** Opening Provided entries block **

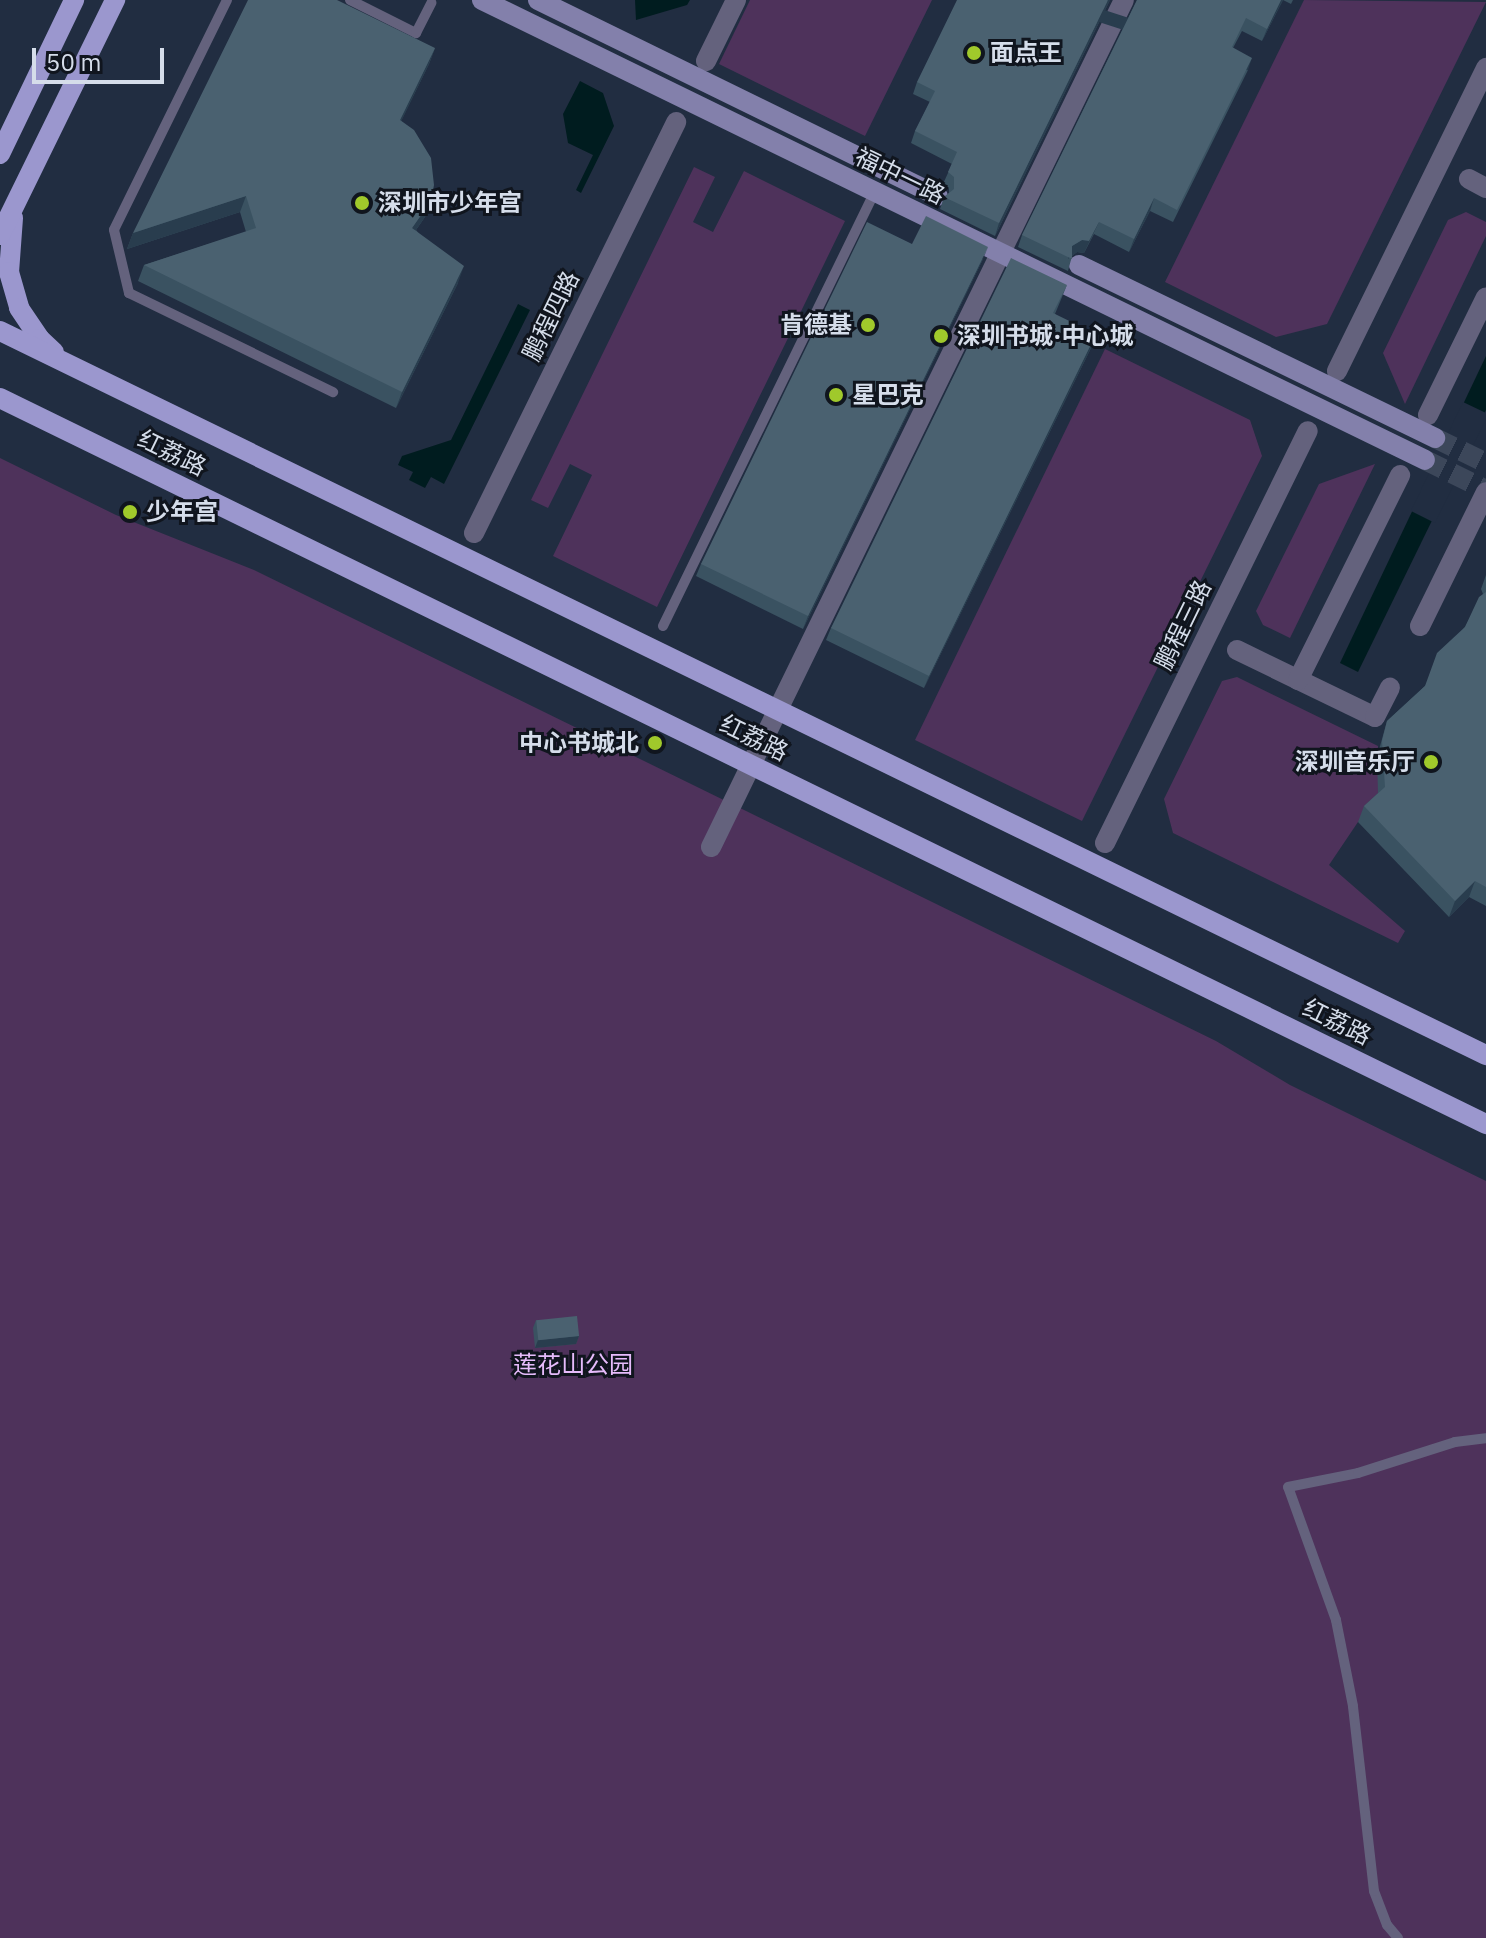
<!DOCTYPE html>
<html>
<head>
<meta charset="utf-8">
<style>
	body { margin:0 }
	#map { position:relative; width:1486px; height:1938px; overflow:hidden; background:#212d41; font-family:"IBM Plex Sans","Noto Sans SC",sans-serif }
	div>[style] { position:absolute }
	[style*='--x'] { left:calc(var(--x)*1px); top:calc(var(--y)*1px); width:calc(var(--w)*1px); rotate:calc(var(--a)*1deg) }
	.green>* { inset:0; background:#4e325b }
	.water>* { inset:0; background:#001c1f }
	.pier>* { inset:0; background:#212d41 }
	.secondary-tunnel>* { height:20px; margin-top:-10px; transform-origin:0; background:repeating-linear-gradient(90deg,#3c475a 0 20px,transparent 0 30px) }
	.lane>* { height:10px; margin:-5px; padding:0 5px; transform-origin:5px; border-radius:5px; background:#64627d }
	.street>* { height:20px; margin:-10px; padding:0 10px; transform-origin:10px; border-radius:10px; background:#64627d }
	.secondary>* { height:20px; margin:-10px; padding:0 10px; transform-origin:10px; border-radius:10px; background:#8380ab }
	.primary>* { height:20px; margin:-10px; padding:0 10px; transform-origin:10px; border-radius:10px; background:#9b97ce }
	.wall>* { inset:0; background:#3a5261 }
	.shaded-wall>* { inset:0; background:#293d4e; transform-origin:0 0 }
	.building>* { inset:0; background:#4a6170; transform-origin:0 0 }
	.dots>* { width:22px; height:22px; translate:-50% -50%; box-sizing:border-box; border:4px solid #10151e; border-radius:50% }
	span { translate:-50% -50%; white-space:nowrap; text-align:center; line-height:1.15; -webkit-text-stroke:6px #10151e; paint-order:stroke }
	.poi-label { font-size:24px; color:#d5ddea; font-weight:700 }
	.left { translate:0 -50%; text-align:left }
	.right { translate:-100% -50%; text-align:right }
	.street-label { font-size:24px; color:#d5ddea }
	.park-label { font-size:24px; color:#e6bbfb }
	.scale { position:absolute; left:32px; top:48px; width:132px; height:36px; box-sizing:border-box; border:4px solid #d5ddea; border-top:0; padding-left:10px; font-size:24px; line-height:28px; white-space:nowrap; color:#d5ddea; -webkit-text-stroke:6px #10151e; paint-order:stroke }
</style>
</head>
<body>
<div id="map">
	<div class="green">
		<i style="clip-path:polygon(750px 0,932px 0,865px 136px,719px 64px)"></i>
		<i style="clip-path:polygon(1304px 0,1486px 2px,1327px 324px,1276px 337px,1165px 282px)"></i>
		<i style="clip-path:polygon(694px 167px,715px 177px,693px 222px,713px 232px,744px 171px,845px 221px,657px 607px,553px 556px,592px 475px,570px 464px,548px 508px,531px 500px)"></i>
		<i style="clip-path:polygon(1466px 212px,1486px 222px,1486px 236px,1405px 404px,1383px 353px,1448px 220px)"></i>
		<i style="clip-path:polygon(1105px 349px,1250px 420px,1262px 456px,1082px 821px,915px 740px)"></i>
		<i style="clip-path:polygon(0 458px,116px 515px,254px 570px,1216px 1041px,1290px 1085px,1486px 1181px,1486px 1938px,0 1938px)"></i>
		<i style="clip-path:polygon(1375px 464px,1290px 638px,1263px 625px,1256px 611px,1319px 484px)"></i>
		<i style="clip-path:polygon(1237px 677px,1378px 746px,1379px 803px,1358px 822px,1329px 865px,1405px 931px,1398px 943px,1173px 833px,1164px 799px,1222px 681px)"></i>
	</div>
	<div class="water">
		<i style="clip-path:polygon(635px 0,690px 0,687px 5px,636px 20px)"></i>
		<i style="clip-path:polygon(580px 81px,603px 93px,614px 126px,581px 193px,576px 190px,593px 155px,568px 143px,563px 114px)"></i>
		<i style="clip-path:polygon(518px 304px,530px 310px,444px 484px,431px 477px,425px 488px,409px 480px,413px 472px,398px 465px,402px 456px,451px 440px)"></i>
		<i style="clip-path:polygon(1486px 356px,1486px 410px,1358px 672px,1340px 663px)"></i>
	</div>
	<div class="pier">
		<i style="clip-path:polygon(1463px 402px,1486px 413px,1486px 419px,1435px 523px,1411px 511px)"></i>
	</div>
	<div class="secondary-tunnel">
		<i style="--x:1435;--y:438;--w:57;--a:26.1"></i>
		<i style="--x:1425;--y:460;--w:68;--a:26.2"></i>
	</div>
	<div class="lane">
		<i style="--x:227;--y:0;--w:256;--a:116.2"></i>
		<i style="--x:114;--y:230;--w:65;--a:76.6"></i>
		<i style="--x:129;--y:293;--w:227;--a:25.9"></i>
		<i style="--x:350;--y:0;--w:74;--a:26.6"></i>
		<i style="--x:416;--y:33;--w:34;--a:-63"></i>
		<i style="--x:663;--y:626;--w:482;--a:-64"></i>
		<i style="--x:1398;--y:1938;--w:17;--a:-130"></i>
		<i style="--x:1387;--y:1925;--w:36;--a:-111"></i>
		<i style="--x:1374;--y:1891;--w:186;--a:-96.5"></i>
		<i style="--x:1353;--y:1706;--w:88;--a:-101.2"></i>
		<i style="--x:1336;--y:1620;--w:141;--a:-109.8"></i>
		<i style="--x:1288;--y:1487;--w:71;--a:-11.3"></i>
		<i style="--x:1358;--y:1473;--w:102;--a:-17.7"></i>
		<i style="--x:1455;--y:1442;--w:31;--a:-7"></i>
	</div>
	<div class="street">
		<i style="--x:706;--y:61;--w:68;--a:-63.8"></i>
		<i style="--x:1469;--y:179;--w:19;--a:28"></i>
		<i style="--x:1337;--y:371;--w:338;--a:-63.8"></i>
		<i style="--x:1428;--y:415;--w:131;--a:-63.8"></i>
		<i style="--x:474;--y:533;--w:458;--a:-63.8"></i>
		<i style="--x:1420;--y:626;--w:149;--a:-63.8"></i>
		<i style="--x:1237;--y:650;--w:153;--a:25.9"></i>
		<i style="--x:1375;--y:717;--w:33;--a:-63"></i>
		<i style="--x:1298;--y:680;--w:229;--a:-63.5"></i>
		<i style="--x:1105;--y:843;--w:459;--a:-63.8"></i>
		<i style="--x:711;--y:847;--w:942;--a:-64.01"></i>
	</div>
	<div class="secondary">
		<i style="--x:482;--y:0;--w:1049;--a:26"></i>
		<i style="--x:538;--y:0;--w:445;--a:26.1"></i>
		<i style="--x:1079;--y:265;--w:396;--a:25.9"></i>
	</div>
	<div class="primary">
		<i style="--x:0;--y:154;--w:171;--a:-64.3"></i>
		<i style="--x:13;--y:218;--w:54;--a:94.2"></i>
		<i style="--x:9;--y:272;--w:37;--a:74"></i>
		<i style="--x:19;--y:308;--w:37;--a:56"></i>
		<i style="--x:40;--y:339;--w:19;--a:43"></i>
		<i style="--x:0;--y:235;--w:262;--a:-63.9"></i>
		<i style="--x:0;--y:331;--w:1653;--a:25.98"></i>
		<i style="--x:0;--y:398;--w:1654;--a:26.04"></i>
	</div>
	<div class="wall">
		<i style="clip-path:polygon(1110px 0,995px 236px,940px 209px,944px 197px,949px 193px,949px 189px,943px 184px,952px 164px,911px 143px,915px 131px,930px 102px,913px 94px,917px 82px)"></i>
		<i style="clip-path:polygon(1137px 0,1293px 0,1291px 4px,1283px 0,1262px 41px,1242px 31px,1233px 48px,1248px 70px,1173px 222px,1150px 211px,1129px 252px,1094px 234px,1084px 253px,1077px 252px,1072px 256px,1068px 271px,1018px 247px,1022px 235px)"></i>
		<i style="clip-path:polygon(435px 48px,429px 64px,401px 121px,431px 201px,425px 217px,416px 230px,458px 283px,396px 408px,138px 281px,144px 265px,246px 232px,240px 212px,127px 249px,133px 233px)"></i>
		<i style="clip-path:polygon(912px 244px,983px 259px,803px 629px,696px 576px,701px 564px)"></i>
		<i style="clip-path:polygon(1067px 285px,1055px 314px,1092px 346px,924px 688px,826px 640px,831px 628px)"></i>
		<i style="clip-path:polygon(1486px 575px,1486px 906px,1469px 897px,1449px 917px,1358px 822px,1364px 806px,1378px 793px,1377px 757px,1387px 721px,1425px 686px,1465px 627px,1483px 594px,1481px 589px)"></i>
		<i style="clip-path:polygon(536px 1320px,579px 1336px,576px 1344px,535px 1348px,533px 1328px)"></i>
	</div>
	<div class="shaded-wall">
		<i style="clip-path:polygon(1108px 0,1110px 0,995px 236px,999px 223px)"></i>
		<i style="clip-path:polygon(1281px 0,1283px 0,1262px 41px,1267px 29px)"></i>
		<i style="clip-path:polygon(435px 48px,429px 64px,394px 136px,400px 120px)"></i>
		<i style="left:1252px;top:58px;width:13px;height:169px;rotate:108deg"></i>
		<i style="clip-path:polygon(246px 196px,240px 212px,127px 249px,133px 233px)"></i>
		<i style="clip-path:polygon(1154px 198px,1150px 211px,1129px 252px,1134px 239px)"></i>
		<i style="clip-path:polygon(431px 201px,425px 217px,406px 244px,412px 228px)"></i>
		<i style="clip-path:polygon(1099px 222px,1084px 253px,1077px 252px,1068px 259px,1072px 246px,1082px 240px)"></i>
		<i style="clip-path:polygon(988px 247px,983px 259px,803px 629px,808px 616px)"></i>
		<i style="clip-path:polygon(464px 266px,458px 283px,396px 408px,402px 392px)"></i>
		<i style="clip-path:polygon(1096px 334px,1092px 346px,924px 688px,929px 676px)"></i>
		<i style="clip-path:polygon(1475px 881px,1469px 897px,1449px 917px,1455px 901px)"></i>
		<i style="clip-path:polygon(579px 1336px,576px 1344px,535px 1348px,538px 1340px)"></i>
	</div>
	<div class="building">
		<i style="clip-path:polygon(248px 0,337px 0,435px 48px,400px 120px,414px 130px,431px 158px,434px 185px,431px 201px,412px 228px,464px 266px,402px 392px,144px 265px,256px 228px,246px 196px,133px 233px)"></i>
		<i style="clip-path:polygon(957px 0,1108px 0,999px 223px,944px 197px,954px 189px,954px 177px,948px 172px,957px 152px,915px 131px,935px 91px,917px 82px)"></i>
		<i style="clip-path:polygon(1137px 0,1281px 0,1267px 29px,1246px 18px,1232px 47px,1252px 58px,1177px 210px,1154px 198px,1134px 239px,1099px 222px,1089px 241px,1082px 240px,1072px 246px,1072px 259px,1022px 235px)"></i>
		<i style="clip-path:polygon(926px 216px,988px 247px,808px 616px,701px 564px,867px 222px,912px 244px)"></i>
		<i style="clip-path:polygon(1011px 258px,1067px 285px,1053px 313px,1096px 334px,929px 676px,831px 628px)"></i>
		<i style="clip-path:polygon(1486px 592px,1486px 887px,1475px 881px,1455px 901px,1364px 806px,1385px 787px,1382px 741px,1387px 721px,1425px 686px,1437px 653px,1465px 627px,1479px 597px)"></i>
		<i style="left:577px;top:1316px;width:20px;height:41px;rotate:84deg"></i>
	</div>
	<div class="dots">
		<i style="left:974px;top:53px;background:#a0c92b"></i>
		<i style="left:362px;top:203px;background:#a0c92b"></i>
		<i style="left:868px;top:325px;background:#a0c92b"></i>
		<i style="left:941px;top:336px;background:#a0c92b"></i>
		<i style="left:836px;top:395px;background:#a0c92b"></i>
		<i style="left:130px;top:512px;background:#a0c92b"></i>
		<i style="left:655px;top:743px;background:#a0c92b"></i>
		<i style="left:1431px;top:762px;background:#a0c92b"></i>
	</div>
	<div class="poi-label">
		<span class="left" style="left:990px;top:53px">面点王</span>
		<span class="left" style="left:378px;top:203px">深圳市少年宫</span>
		<span class="right" style="left:852px;top:325px">肯德基</span>
		<span class="left" style="left:957px;top:336px">深圳书城·中心城</span>
		<span class="left" style="left:852px;top:395px">星巴克</span>
		<span class="left" style="left:146px;top:512px">少年宫</span>
		<span class="right" style="left:639px;top:743px">中心书城北</span>
		<span class="right" style="left:1415px;top:762px">深圳音乐厅</span>
	</div>
	<div class="street-label">
		<span style="left:900px;top:176px;rotate:26deg">福中一路</span>
		<span style="left:551px;top:316px;rotate:-64deg">鹏程四路</span>
		<span style="left:172px;top:453px;rotate:26deg">红荔路</span>
		<span style="left:1183px;top:625px;rotate:-64deg">鹏程三路</span>
		<span style="left:754px;top:738px;rotate:26deg">红荔路</span>
		<span style="left:1337px;top:1022px;rotate:26deg">红荔路</span>
	</div>
	<div class="park-label">
		<span style="left:573px;top:1365px">莲花山公园</span>
	</div>
	<div class="scale">50 m</div>
</div>
</body>
</html>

** Closing Provided entries block **

**Activity:** In the records above, how many lines include "lane"? Reply only with the number.

**Response box:** 2